The log files from the RF Drive test are analyzed using RF tools such as Mapinfo producing results which allows us to analyze the radio network, simulate changes of network parameters, simulate changes of the network design, optimize the RF network, plan future roll-out phases and produces statistics on the selected results.

Link budged calculations is used to quantify a radio link’s performance in terms of all gains and losses associated with the RF signal travelling from transmitter to receiver through a medium. The link budget calculation is done in telecom to estimate the maximum allowable path loss which is further used to determine the base antenna heights.

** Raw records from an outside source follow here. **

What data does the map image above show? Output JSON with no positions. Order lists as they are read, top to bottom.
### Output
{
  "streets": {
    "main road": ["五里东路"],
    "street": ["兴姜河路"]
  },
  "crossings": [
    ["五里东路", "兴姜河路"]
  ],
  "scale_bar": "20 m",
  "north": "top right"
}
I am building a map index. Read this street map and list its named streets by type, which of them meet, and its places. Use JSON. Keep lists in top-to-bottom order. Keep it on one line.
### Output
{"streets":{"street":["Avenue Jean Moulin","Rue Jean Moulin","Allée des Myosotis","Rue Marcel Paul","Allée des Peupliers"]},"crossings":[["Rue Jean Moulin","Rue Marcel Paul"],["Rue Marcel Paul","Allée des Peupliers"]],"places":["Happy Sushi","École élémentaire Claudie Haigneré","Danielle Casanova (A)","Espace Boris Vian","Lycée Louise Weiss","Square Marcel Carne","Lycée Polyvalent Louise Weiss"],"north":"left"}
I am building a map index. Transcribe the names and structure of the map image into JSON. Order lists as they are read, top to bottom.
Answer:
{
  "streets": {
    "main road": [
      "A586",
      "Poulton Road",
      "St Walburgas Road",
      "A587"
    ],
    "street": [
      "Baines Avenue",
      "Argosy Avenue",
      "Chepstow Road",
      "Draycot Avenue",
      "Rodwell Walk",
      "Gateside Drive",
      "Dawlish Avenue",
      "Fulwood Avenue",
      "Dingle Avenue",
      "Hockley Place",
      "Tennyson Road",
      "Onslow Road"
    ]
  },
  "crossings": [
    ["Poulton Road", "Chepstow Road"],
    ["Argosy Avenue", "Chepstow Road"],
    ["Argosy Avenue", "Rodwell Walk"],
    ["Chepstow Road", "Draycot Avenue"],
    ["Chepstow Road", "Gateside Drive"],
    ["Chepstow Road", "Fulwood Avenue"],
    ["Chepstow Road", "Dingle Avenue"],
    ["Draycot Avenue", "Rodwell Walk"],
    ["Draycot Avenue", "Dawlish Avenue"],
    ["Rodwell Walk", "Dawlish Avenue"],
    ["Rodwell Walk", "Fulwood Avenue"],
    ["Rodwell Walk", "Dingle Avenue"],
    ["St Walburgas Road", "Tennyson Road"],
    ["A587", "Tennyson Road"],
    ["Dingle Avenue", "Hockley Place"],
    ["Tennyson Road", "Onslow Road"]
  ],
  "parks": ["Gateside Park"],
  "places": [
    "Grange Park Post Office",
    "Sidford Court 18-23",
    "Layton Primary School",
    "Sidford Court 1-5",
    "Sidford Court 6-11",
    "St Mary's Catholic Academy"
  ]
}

Transmission planning plays an important part in mobile communication and involves connectivity of the BTS site with the BSC. The BTS site could be connected to the BSC directly through a neighbour site using either a microwave radio link or via fibre optic cable. The basic rule of a microwave radio link connectivity is that the both the sites should be in the perfect Line of sight (LOS). It is therefore important to understand and analyze the neighbours of the BTS site to understand how the connectivity would be planned and established.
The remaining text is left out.